Activity.
Every line in the records below with the string "Springvale" needs to be copied out.

Records provided.
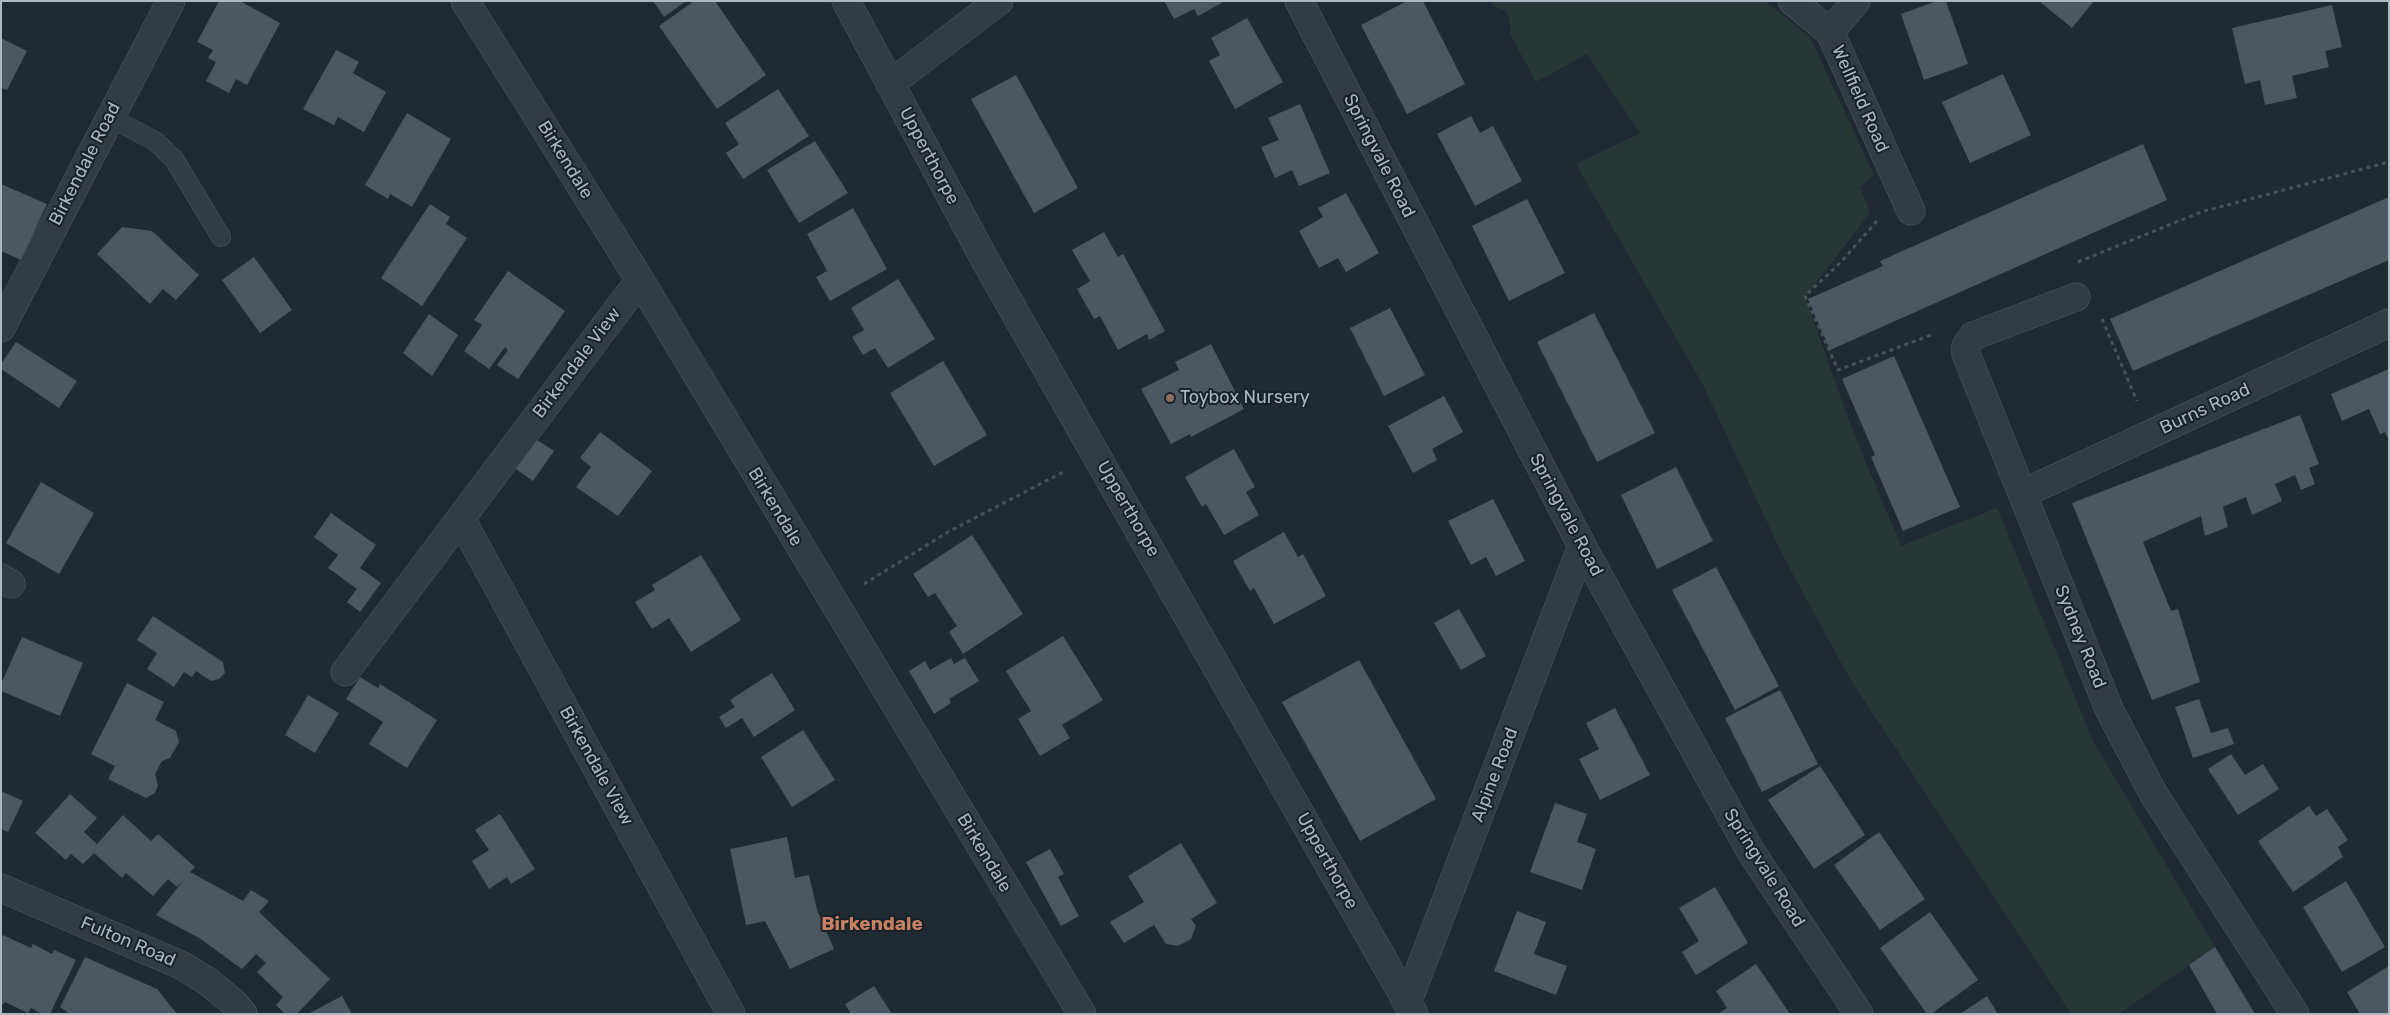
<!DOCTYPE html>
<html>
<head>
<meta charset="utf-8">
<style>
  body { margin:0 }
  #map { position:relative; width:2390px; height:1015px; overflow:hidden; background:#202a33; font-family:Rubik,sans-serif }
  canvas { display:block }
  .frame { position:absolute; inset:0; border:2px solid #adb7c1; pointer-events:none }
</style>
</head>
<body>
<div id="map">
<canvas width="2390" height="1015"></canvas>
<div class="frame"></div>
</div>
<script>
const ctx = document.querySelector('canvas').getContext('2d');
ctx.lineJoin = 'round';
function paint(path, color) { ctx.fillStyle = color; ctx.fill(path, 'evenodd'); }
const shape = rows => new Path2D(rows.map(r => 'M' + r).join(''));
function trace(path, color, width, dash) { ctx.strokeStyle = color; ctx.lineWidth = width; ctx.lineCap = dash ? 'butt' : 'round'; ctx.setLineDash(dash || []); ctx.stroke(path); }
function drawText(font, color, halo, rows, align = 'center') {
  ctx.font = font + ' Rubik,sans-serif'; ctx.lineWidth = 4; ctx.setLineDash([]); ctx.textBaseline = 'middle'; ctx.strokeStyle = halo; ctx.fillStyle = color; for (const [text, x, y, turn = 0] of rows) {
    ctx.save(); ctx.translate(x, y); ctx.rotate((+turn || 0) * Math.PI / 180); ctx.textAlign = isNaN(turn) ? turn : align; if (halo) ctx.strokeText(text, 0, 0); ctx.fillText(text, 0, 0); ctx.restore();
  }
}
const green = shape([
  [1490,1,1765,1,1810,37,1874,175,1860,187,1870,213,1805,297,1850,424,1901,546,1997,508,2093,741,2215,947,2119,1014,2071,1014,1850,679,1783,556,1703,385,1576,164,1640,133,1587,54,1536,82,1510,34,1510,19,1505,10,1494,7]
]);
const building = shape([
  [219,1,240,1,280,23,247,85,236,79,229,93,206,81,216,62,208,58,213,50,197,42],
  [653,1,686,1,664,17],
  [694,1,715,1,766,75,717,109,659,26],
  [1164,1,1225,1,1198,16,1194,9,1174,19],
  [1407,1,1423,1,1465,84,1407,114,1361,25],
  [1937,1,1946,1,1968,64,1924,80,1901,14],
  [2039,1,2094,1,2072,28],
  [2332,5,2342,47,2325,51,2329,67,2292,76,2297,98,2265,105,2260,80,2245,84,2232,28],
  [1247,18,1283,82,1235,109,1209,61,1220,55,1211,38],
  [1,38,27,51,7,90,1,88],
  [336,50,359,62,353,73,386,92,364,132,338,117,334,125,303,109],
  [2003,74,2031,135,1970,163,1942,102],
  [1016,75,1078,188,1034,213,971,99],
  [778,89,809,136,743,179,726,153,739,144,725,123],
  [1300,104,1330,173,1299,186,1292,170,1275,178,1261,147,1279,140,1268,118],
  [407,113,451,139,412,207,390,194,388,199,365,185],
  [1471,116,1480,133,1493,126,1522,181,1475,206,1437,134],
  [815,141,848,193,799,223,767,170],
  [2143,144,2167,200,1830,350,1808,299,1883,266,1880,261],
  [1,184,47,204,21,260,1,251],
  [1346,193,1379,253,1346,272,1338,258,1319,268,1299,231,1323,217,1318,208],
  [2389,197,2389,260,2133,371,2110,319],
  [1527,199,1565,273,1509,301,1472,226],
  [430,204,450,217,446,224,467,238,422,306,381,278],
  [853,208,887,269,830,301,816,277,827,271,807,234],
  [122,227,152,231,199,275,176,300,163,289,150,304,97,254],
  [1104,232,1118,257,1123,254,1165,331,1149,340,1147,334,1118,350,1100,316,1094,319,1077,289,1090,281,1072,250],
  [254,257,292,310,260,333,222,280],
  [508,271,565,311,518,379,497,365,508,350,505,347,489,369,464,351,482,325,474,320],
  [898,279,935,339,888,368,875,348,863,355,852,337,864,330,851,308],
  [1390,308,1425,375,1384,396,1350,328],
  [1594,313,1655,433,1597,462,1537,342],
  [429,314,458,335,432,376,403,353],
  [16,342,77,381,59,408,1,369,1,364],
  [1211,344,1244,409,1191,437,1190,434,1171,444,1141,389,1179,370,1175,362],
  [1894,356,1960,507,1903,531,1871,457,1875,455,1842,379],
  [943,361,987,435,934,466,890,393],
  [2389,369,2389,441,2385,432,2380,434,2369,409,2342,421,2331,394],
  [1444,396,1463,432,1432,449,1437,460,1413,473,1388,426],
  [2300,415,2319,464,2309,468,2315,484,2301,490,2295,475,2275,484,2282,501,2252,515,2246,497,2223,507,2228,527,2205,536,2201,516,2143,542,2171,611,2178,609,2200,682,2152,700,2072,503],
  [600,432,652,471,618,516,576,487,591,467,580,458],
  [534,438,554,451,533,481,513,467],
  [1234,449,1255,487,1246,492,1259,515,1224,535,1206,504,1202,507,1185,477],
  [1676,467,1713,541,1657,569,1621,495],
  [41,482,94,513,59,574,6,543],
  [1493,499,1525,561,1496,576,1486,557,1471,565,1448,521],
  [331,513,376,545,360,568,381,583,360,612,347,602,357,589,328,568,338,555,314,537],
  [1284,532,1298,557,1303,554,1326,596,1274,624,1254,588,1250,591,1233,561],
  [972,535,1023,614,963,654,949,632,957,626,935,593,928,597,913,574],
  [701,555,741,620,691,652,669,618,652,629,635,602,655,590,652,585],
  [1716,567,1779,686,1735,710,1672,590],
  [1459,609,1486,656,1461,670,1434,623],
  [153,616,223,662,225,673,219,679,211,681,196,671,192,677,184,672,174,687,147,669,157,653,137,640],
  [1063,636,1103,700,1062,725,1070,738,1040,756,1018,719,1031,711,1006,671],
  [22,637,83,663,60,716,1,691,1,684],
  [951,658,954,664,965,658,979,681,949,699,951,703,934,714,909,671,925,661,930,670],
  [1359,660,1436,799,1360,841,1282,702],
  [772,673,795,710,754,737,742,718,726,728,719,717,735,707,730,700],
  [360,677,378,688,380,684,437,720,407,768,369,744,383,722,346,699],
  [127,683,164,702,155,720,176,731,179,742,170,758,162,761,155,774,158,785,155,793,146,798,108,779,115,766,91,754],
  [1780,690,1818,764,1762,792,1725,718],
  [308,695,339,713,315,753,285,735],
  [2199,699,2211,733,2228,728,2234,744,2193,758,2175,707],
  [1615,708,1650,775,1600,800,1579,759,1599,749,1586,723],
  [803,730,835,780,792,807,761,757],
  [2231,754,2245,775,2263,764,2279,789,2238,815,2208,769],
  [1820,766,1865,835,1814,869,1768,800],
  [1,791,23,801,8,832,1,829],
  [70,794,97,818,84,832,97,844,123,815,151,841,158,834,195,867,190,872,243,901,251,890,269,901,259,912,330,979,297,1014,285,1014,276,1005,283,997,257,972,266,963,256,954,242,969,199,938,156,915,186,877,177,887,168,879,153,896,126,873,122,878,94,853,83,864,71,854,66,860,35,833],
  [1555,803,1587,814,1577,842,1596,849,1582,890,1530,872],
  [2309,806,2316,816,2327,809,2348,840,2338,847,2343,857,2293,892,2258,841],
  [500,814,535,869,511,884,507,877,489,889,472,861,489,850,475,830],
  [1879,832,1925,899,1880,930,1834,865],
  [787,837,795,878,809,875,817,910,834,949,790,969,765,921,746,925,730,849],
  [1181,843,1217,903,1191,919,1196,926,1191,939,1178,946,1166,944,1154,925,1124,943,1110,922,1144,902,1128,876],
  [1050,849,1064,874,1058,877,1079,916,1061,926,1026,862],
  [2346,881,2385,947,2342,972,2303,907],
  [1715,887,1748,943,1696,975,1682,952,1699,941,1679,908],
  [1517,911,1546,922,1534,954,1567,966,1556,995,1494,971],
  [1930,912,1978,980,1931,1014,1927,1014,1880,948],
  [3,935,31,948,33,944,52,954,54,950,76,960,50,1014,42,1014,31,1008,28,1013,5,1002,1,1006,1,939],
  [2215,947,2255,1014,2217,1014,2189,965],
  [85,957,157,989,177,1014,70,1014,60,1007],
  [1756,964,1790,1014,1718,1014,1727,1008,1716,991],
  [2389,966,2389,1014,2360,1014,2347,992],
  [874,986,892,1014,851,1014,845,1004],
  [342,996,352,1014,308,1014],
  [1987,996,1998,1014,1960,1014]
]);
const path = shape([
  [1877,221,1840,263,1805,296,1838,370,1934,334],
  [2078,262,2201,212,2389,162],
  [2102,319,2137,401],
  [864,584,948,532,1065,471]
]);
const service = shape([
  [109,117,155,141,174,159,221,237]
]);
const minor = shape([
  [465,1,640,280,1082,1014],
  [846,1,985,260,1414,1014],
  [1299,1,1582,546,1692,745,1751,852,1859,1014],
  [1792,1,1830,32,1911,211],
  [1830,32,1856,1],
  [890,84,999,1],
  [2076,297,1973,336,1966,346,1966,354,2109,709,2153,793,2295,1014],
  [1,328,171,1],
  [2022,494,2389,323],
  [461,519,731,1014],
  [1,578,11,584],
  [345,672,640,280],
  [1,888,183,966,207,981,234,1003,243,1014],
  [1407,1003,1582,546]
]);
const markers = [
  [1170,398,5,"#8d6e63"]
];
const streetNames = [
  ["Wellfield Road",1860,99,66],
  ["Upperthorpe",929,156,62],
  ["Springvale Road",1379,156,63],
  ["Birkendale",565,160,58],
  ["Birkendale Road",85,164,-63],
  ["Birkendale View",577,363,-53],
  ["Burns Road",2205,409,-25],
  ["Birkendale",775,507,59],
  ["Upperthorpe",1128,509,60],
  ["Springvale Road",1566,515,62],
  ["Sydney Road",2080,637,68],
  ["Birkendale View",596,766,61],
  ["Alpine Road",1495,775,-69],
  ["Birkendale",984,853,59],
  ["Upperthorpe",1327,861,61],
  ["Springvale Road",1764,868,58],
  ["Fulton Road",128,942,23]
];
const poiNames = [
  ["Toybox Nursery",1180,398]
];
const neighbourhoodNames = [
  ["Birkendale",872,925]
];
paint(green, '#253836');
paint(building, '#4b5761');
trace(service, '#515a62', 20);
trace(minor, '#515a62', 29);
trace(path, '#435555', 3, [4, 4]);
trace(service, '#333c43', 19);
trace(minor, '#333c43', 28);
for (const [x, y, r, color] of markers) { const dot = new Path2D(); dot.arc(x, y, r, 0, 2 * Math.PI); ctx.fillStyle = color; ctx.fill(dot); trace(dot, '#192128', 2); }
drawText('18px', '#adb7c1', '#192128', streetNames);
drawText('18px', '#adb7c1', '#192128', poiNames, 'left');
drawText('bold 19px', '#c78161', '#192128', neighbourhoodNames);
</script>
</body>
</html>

Answer below.
  ["Springvale Road",1379,156,63],
  ["Springvale Road",1566,515,62],
  ["Springvale Road",1764,868,58],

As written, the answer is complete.